* _What to work on_
Can you pull out each line of the data below that includes the word "absolute"?

● ● ●

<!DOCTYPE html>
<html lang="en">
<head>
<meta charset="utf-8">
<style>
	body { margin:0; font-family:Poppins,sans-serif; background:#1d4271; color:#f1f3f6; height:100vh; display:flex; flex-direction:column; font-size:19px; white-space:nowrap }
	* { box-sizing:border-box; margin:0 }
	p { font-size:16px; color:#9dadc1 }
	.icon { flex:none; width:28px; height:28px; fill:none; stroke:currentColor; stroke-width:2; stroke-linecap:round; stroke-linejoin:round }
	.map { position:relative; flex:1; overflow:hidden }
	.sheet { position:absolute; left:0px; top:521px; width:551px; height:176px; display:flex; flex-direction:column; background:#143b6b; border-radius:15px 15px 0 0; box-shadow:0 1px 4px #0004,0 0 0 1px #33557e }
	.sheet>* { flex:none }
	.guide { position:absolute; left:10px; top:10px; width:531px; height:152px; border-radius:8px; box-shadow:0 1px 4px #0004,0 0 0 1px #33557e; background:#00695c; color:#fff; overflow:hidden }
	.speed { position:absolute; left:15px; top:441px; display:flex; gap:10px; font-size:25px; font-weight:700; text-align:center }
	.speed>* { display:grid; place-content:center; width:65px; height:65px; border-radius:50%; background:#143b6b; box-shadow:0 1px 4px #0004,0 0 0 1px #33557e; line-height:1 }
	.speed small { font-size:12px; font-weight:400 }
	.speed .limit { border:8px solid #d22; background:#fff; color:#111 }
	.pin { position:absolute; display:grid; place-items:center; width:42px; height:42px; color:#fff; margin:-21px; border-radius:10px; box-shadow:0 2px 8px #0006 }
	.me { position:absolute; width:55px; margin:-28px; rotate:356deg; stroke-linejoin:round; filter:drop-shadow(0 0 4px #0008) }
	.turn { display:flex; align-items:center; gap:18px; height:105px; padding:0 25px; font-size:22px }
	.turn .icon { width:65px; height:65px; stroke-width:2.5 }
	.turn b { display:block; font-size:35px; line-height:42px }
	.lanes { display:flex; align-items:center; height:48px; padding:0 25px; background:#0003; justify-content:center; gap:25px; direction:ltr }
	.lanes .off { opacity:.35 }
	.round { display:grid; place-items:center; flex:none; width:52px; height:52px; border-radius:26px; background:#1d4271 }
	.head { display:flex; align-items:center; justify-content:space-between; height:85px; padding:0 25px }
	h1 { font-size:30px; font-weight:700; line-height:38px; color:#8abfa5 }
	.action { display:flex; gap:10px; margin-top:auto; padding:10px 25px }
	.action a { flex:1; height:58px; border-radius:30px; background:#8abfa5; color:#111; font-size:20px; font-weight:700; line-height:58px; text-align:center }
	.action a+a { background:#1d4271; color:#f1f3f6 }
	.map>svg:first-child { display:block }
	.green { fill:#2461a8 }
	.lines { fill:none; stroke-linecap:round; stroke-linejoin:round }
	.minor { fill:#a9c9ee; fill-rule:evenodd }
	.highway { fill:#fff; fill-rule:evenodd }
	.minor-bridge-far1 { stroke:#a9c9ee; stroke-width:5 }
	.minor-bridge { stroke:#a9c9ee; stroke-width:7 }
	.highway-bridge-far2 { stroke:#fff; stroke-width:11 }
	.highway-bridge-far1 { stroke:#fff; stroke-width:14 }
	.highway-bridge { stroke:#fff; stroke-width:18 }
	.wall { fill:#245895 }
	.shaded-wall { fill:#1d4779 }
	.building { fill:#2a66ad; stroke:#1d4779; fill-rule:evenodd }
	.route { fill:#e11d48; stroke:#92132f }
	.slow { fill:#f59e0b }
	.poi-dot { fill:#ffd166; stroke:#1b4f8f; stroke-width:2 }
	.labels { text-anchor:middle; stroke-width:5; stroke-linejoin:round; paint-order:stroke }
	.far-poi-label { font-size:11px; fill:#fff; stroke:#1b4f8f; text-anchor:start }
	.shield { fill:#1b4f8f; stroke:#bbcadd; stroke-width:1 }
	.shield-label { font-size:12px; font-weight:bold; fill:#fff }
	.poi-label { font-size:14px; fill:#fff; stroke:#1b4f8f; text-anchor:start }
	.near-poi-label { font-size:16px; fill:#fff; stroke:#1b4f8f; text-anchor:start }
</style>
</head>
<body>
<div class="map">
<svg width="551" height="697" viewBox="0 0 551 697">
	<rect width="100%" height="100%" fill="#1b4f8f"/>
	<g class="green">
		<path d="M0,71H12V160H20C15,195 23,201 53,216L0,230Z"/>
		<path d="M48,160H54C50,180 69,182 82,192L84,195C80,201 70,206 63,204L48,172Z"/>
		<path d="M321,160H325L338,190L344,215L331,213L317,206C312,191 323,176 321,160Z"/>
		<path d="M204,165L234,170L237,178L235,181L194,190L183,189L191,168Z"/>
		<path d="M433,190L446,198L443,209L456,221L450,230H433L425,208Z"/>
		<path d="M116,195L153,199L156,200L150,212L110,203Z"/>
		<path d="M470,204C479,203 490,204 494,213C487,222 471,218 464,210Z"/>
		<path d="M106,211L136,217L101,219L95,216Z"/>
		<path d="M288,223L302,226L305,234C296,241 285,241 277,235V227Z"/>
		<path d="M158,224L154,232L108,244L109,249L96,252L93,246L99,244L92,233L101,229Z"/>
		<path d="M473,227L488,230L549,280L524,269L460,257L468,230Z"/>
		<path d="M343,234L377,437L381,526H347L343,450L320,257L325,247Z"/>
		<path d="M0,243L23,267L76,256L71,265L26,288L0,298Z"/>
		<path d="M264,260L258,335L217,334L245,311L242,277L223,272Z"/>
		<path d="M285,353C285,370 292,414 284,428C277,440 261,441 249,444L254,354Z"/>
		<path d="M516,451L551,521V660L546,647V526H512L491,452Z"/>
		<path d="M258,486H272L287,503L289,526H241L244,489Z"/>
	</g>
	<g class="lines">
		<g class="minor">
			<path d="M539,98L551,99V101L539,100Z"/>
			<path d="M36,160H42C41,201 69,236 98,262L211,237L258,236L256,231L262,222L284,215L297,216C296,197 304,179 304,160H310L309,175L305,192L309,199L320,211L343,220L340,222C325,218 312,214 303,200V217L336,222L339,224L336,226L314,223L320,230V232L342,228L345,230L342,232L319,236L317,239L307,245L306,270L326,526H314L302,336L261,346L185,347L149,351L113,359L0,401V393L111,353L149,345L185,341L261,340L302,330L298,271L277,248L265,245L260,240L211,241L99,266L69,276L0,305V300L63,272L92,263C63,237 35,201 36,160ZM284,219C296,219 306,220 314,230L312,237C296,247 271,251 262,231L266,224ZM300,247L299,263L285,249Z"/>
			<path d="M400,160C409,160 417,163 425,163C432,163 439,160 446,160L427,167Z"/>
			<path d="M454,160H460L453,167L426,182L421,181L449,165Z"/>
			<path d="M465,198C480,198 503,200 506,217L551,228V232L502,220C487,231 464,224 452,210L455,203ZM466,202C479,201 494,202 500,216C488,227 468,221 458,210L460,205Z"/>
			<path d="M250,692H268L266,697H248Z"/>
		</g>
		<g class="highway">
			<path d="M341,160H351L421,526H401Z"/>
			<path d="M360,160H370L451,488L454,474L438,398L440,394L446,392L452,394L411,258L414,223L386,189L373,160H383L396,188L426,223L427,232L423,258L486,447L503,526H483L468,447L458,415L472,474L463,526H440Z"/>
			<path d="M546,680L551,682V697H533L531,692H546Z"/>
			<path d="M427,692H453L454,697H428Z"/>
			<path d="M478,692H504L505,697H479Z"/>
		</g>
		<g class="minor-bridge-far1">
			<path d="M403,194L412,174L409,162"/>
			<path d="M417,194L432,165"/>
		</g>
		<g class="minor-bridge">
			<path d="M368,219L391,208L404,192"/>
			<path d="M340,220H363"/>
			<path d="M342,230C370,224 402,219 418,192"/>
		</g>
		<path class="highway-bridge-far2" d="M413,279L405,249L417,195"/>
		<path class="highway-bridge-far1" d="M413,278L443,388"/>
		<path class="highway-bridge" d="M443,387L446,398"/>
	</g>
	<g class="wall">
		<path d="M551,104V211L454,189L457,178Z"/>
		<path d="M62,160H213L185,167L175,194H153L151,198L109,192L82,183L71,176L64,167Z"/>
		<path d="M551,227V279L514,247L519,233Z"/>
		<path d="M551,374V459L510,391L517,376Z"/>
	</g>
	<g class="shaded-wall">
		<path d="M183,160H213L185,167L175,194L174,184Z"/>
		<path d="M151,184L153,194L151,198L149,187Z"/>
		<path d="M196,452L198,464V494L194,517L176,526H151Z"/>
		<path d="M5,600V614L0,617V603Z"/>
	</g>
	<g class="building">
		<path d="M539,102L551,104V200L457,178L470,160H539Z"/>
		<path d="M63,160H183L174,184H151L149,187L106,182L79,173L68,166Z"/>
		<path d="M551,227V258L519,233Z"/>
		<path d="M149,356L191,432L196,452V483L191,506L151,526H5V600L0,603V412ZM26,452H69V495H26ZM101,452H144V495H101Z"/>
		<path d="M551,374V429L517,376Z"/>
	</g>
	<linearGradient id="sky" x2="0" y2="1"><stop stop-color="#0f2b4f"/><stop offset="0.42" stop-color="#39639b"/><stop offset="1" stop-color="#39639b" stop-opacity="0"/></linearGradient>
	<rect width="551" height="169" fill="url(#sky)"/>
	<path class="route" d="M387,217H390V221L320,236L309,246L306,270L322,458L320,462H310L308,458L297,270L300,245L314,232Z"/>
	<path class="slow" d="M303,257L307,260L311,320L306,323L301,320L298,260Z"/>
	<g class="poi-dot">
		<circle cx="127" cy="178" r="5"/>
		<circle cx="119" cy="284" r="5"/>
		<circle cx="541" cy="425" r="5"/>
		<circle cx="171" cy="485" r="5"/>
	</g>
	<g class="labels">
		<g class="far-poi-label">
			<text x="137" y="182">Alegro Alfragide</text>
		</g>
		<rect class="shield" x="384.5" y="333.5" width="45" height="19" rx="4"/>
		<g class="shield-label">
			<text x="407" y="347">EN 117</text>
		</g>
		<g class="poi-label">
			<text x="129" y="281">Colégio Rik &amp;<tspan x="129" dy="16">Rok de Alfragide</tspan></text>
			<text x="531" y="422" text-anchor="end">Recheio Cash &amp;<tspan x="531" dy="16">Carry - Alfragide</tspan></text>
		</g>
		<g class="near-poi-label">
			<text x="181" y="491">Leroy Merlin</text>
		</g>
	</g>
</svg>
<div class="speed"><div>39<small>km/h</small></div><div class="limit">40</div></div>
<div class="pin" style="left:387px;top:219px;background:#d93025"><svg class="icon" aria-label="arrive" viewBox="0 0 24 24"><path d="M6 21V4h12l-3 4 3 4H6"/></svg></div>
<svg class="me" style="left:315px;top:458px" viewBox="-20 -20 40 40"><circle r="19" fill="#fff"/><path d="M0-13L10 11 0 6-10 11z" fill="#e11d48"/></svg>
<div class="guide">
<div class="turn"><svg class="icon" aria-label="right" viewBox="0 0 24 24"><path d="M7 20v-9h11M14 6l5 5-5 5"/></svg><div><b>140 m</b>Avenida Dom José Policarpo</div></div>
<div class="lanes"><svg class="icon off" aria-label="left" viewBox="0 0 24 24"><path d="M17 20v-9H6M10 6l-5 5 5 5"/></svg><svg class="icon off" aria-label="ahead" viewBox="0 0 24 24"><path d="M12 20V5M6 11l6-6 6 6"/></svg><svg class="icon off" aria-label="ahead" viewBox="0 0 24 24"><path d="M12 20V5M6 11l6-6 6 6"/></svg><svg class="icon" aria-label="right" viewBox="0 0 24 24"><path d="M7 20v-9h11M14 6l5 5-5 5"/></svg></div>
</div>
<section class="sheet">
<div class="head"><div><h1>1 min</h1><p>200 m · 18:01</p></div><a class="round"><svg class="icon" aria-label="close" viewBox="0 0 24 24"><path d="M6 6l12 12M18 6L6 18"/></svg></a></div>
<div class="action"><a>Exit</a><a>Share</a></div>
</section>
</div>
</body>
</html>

● ● ●

* _Result of the exercise_
	.sheet { position:absolute; left:0px; top:521px; width:551px; height:176px; display:flex; flex-direction:column; background:#143b6b; border-radius:15px 15px 0 0; box-shadow:0 1px 4px #0004,0 0 0 1px #33557e }
	.guide { position:absolute; left:10px; top:10px; width:531px; height:152px; border-radius:8px; box-shadow:0 1px 4px #0004,0 0 0 1px #33557e; background:#00695c; color:#fff; overflow:hidden }
	.speed { position:absolute; left:15px; top:441px; display:flex; gap:10px; font-size:25px; font-weight:700; text-align:center }
	.pin { position:absolute; display:grid; place-items:center; width:42px; height:42px; color:#fff; margin:-21px; border-radius:10px; box-shadow:0 2px 8px #0006 }
	.me { position:absolute; width:55px; margin:-28px; rotate:356deg; stroke-linejoin:round; filter:drop-shadow(0 0 4px #0008) }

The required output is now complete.